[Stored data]
# # # # #
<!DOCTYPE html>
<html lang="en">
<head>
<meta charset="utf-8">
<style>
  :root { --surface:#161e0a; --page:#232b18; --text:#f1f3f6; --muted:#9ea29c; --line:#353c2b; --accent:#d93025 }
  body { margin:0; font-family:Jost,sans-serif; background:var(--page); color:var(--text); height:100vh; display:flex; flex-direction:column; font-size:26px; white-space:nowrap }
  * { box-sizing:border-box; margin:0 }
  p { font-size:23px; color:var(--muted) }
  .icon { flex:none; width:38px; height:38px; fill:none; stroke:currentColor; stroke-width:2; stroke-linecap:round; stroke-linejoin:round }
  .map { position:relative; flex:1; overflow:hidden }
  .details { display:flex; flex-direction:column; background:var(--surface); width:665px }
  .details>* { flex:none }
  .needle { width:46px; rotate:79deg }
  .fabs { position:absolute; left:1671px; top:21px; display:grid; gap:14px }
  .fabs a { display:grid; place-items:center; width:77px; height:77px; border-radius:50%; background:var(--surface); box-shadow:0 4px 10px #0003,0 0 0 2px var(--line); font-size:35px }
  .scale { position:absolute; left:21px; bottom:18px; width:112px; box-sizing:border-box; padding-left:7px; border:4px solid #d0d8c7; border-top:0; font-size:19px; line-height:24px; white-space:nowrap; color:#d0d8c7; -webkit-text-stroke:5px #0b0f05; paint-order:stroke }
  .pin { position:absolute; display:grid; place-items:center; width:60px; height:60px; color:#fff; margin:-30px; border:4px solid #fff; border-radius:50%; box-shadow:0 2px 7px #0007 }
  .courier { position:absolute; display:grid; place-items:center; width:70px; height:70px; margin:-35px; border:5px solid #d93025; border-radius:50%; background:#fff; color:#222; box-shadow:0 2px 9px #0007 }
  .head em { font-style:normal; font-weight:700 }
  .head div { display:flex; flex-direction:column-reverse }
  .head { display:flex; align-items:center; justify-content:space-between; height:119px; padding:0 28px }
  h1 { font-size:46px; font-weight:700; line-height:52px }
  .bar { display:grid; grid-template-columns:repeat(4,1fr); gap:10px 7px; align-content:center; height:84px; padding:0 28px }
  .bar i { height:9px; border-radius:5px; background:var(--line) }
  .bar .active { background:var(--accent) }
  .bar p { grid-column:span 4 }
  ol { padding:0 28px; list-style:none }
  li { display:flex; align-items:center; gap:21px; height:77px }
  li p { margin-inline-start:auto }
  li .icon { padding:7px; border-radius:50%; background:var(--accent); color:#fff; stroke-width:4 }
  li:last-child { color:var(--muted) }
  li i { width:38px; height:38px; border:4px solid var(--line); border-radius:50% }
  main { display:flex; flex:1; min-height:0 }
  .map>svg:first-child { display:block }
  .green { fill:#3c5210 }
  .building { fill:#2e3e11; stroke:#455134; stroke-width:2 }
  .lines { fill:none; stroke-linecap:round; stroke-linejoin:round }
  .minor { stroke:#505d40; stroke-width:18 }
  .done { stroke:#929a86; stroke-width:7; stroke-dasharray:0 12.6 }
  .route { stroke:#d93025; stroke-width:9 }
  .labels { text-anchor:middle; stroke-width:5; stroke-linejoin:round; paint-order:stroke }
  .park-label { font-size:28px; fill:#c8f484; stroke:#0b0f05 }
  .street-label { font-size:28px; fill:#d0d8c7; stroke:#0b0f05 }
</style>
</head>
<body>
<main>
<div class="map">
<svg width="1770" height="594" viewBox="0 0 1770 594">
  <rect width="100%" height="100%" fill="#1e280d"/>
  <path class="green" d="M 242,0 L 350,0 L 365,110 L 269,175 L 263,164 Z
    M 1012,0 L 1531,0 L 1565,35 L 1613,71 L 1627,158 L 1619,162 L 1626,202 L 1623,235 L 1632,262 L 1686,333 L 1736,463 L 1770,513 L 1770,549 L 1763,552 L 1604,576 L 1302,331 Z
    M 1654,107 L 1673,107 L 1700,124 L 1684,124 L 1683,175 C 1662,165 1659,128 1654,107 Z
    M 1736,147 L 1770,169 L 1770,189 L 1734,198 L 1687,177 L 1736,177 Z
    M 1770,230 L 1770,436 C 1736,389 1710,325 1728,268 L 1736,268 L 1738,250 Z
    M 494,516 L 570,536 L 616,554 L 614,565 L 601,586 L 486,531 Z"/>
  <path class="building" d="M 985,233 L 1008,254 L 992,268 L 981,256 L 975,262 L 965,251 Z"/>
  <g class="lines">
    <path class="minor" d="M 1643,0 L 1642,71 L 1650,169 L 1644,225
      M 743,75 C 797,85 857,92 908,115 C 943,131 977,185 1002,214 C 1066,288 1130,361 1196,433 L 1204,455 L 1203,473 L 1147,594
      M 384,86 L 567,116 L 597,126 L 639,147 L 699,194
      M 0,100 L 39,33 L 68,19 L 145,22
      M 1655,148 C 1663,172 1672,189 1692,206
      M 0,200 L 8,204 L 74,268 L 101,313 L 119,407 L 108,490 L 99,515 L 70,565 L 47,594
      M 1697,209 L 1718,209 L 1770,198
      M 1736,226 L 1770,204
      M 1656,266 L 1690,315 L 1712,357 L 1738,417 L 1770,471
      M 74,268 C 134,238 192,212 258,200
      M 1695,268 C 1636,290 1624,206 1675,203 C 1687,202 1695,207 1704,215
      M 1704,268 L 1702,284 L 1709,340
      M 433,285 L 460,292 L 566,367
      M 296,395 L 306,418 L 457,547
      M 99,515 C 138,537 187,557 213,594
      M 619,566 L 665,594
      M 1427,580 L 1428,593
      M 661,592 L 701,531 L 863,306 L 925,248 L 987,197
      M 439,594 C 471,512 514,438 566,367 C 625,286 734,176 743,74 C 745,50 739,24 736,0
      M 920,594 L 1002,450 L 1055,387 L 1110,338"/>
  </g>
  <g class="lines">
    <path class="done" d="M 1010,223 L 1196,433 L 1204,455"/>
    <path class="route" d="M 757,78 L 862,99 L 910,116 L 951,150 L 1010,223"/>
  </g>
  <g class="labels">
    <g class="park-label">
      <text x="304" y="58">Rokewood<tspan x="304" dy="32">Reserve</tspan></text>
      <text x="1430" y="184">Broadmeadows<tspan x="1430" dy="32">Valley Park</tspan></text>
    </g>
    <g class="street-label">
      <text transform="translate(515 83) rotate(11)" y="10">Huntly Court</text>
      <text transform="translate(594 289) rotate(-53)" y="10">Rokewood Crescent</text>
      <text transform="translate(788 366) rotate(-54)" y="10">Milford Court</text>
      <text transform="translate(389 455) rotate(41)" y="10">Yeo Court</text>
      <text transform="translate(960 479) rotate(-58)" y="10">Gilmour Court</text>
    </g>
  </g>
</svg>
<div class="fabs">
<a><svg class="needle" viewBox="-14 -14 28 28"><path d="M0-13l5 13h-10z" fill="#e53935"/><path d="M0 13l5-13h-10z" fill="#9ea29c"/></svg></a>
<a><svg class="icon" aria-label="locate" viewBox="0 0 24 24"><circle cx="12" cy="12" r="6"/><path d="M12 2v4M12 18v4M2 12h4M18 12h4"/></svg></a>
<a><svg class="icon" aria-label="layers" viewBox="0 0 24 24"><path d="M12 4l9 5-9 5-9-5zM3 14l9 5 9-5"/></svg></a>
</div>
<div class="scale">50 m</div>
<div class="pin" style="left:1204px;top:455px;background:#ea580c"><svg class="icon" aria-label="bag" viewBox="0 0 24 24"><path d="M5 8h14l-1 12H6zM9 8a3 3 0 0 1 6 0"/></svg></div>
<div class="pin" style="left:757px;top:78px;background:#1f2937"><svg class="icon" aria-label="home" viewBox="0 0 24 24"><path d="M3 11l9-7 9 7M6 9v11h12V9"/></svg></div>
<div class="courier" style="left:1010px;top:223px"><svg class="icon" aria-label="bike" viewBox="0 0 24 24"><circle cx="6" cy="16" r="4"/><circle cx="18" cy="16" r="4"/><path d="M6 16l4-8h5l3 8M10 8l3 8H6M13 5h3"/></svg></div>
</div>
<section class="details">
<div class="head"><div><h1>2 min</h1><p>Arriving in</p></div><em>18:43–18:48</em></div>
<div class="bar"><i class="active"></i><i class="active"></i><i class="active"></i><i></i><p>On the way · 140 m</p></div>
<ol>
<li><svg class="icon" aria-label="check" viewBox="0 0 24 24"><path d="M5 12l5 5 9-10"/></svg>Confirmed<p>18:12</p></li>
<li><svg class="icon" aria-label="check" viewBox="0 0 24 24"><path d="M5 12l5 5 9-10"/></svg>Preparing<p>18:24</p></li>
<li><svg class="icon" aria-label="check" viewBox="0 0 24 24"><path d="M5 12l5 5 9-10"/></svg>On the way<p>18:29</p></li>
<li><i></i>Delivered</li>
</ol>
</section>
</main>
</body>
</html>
# # # # #
▶ **Work required**
Scan the records for the string "linecap" and show every line that contains it.

▶ **Solved exercise**
  .icon { flex:none; width:38px; height:38px; fill:none; stroke:currentColor; stroke-width:2; stroke-linecap:round; stroke-linejoin:round }
  .lines { fill:none; stroke-linecap:round; stroke-linejoin:round }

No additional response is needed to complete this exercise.